Proches du pochoir, ses images évoquent certains street-artists tels que Banksy, telles des fresques murales laissées à la merci du temps. La modernité s’y mêle à un goût pour le « vintage » ; les silhouettes en contours aux traits épais semblent tout droit sorties de vignettes publicitaires anciennes, idéalisation émouvante de la figure enfantine. Des taches semblables au test de Rorschach se positionnent en miroir des visages, tel un reflet du trouble causé par un mal-être intérieur, une difficulté à sortir du brouillard, ce flou identitaire qui est le sujet même de Tu t’appelles qui ?
Un jeune garçon solitaire y évolue dans un univers sylvestre où écureuil, pierre et lac sont des compagnons avec qui dialoguer. Mais ce monde, aussi féérique qu’il soit, cette symbiose universelle ne permettent pas de se comprendre soi-même.
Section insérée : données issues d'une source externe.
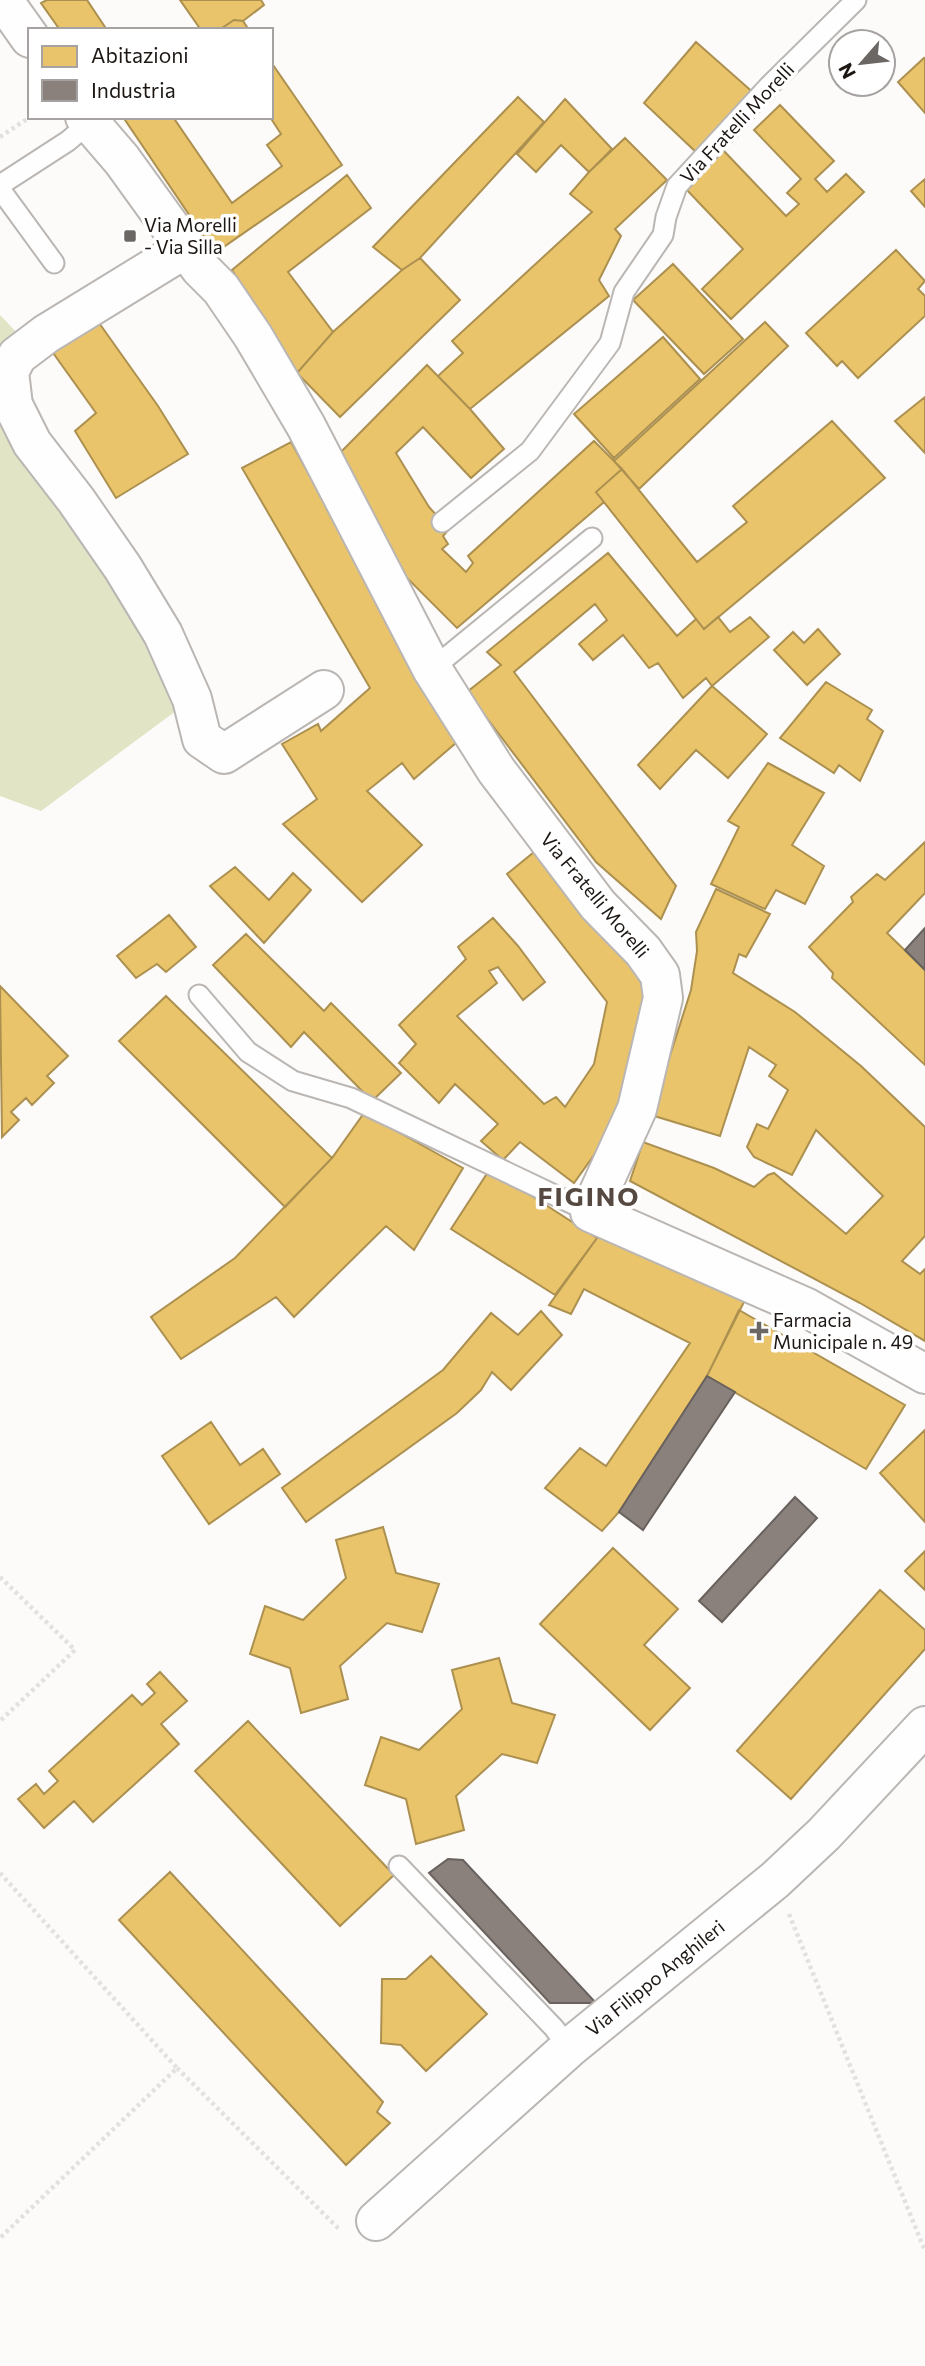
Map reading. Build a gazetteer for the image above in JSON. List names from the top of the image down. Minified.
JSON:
{"streets":{"street":["Via Fratelli Morelli","Via Filippo Anghileri"]},"districts":["FIGINO"],"places":{"transit":["Via Morelli - Via Silla"],"health":["Farmacia Municipale n. 49"]},"legend":["Abitazioni","Industria"],"north":"bottom left"}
Il s’y sent étranger, ne s’y reconnaît pas. L’abandon de ce Eden pour les nuisances de la ville mettra sur ses pas une fillette, sans nom également, figure de l’autre – du premier autre humain – différent et semblable, qui l’initiera à différents modes d’échanges – nourriture, mots écrits puis noms donnés. Sortir de cette illusion que l’on a enfant, d’être le monde, fondu, confondu en lui, c’est que saisit subtilement Tu t’appelles qui ?
Qu’il est ardu et douloureux le passage à la découverte de la différence mais qu’il est riche d’enseignement sur soi-même, semble dire l’auteur Claudine Galea, qui comme l’illustratrice réalise son 1er album pour enfant. Sur le thème de l’altérité, cet album n’est probablement pas le plus accessible, le plus simple à comprendre mais la poésie peut tracer un chemin dans l’esprit d’enfant, vers la définition de soi. (A.D.)
Marilina Cavaliere & Letizia Iannaccone : Pavor Nocturnus (Seuil Jeunesse)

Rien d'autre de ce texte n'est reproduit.